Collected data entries
---
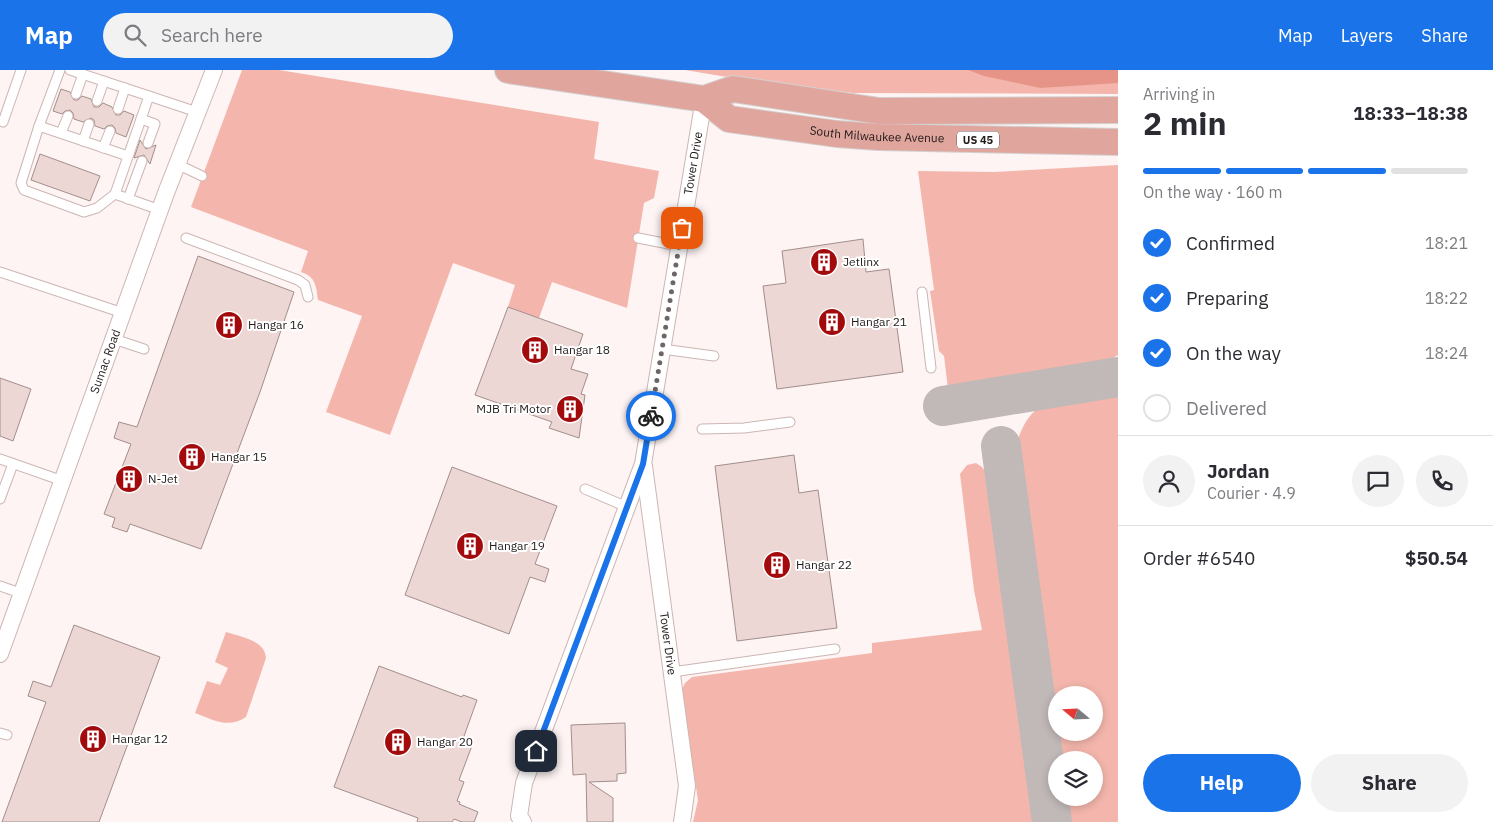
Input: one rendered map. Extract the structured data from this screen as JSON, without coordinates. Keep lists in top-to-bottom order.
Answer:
{
  "streets": {
    "main road": ["South Milwaukee Avenue", "US 45"],
    "street": ["Tower Drive", "Sumac Road"]
  },
  "crossings": [
    ["South Milwaukee Avenue", "Tower Drive"]
  ],
  "places": {
    "building": [
      "Jetlinx",
      "Hangar 21",
      "Hangar 16",
      "Hangar 18",
      "MJB Tri Motor",
      "Hangar 15",
      "N-Jet",
      "Hangar 19",
      "Hangar 22",
      "Hangar 12",
      "Hangar 20"
    ]
  },
  "north": "left",
  "page": {
    "header": "Map",
    "search": "Search here",
    "nav": ["Map", "Layers", "Share"],
    "heading": ["2 min", "Arriving in", "18:33–18:38"],
    "panel": [
      "Jordan",
      "Courier · 4.9",
      "Order #6540",
      "$50.54"
    ],
    "bar": "On the way · 160 m",
    "list": [
      ["Confirmed", "18:21"],
      ["Preparing", "18:22"],
      ["On the way", "18:24"],
      "Delivered"
    ],
    "buttons": ["Help", "Share"]
  }
}
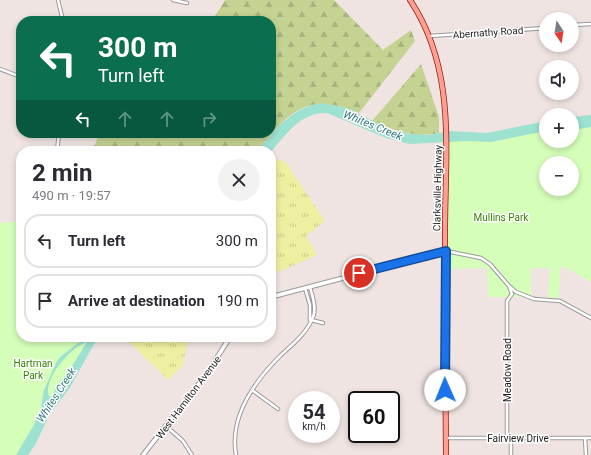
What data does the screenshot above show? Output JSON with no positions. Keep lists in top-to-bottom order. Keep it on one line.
{"streets":{"main road":["Clarksville Highway"],"street":["Abernathy Road","Meadow Road","West Hamilton Avenue","Fairview Drive"]},"crossings":[["Abernathy Road","Clarksville Highway"],["Clarksville Highway","Fairview Drive"],["Meadow Road","Fairview Drive"]],"water":["Whites Creek"],"parks":["Mullins Park","Hartman Park"],"north":"bottom","page":{"map_buttons":["+","−"],"turn":["300 m","Turn left"],"heading":["2 min","490 m · 19:57"],"list":[{"name":"Turn left","value":"300 m"},{"name":"Arrive at destination","value":"190 m"}],"speed":"54 km/h","limit":"60"}}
---
- _Action item_
The required output is the line holding "What data does" plus every line after it in the data, reproduced exactly.

- _Reply to the task_
What data does the screenshot above show? Output JSON with no positions. Keep lists in top-to-bottom order. Keep it on one line.
{"streets":{"main road":["Clarksville Highway"],"street":["Abernathy Road","Meadow Road","West Hamilton Avenue","Fairview Drive"]},"crossings":[["Abernathy Road","Clarksville Highway"],["Clarksville Highway","Fairview Drive"],["Meadow Road","Fairview Drive"]],"water":["Whites Creek"],"parks":["Mullins Park","Hartman Park"],"north":"bottom","page":{"map_buttons":["+","−"],"turn":["300 m","Turn left"],"heading":["2 min","490 m · 19:57"],"list":[{"name":"Turn left","value":"300 m"},{"name":"Arrive at destination","value":"190 m"}],"speed":"54 km/h","limit":"60"}}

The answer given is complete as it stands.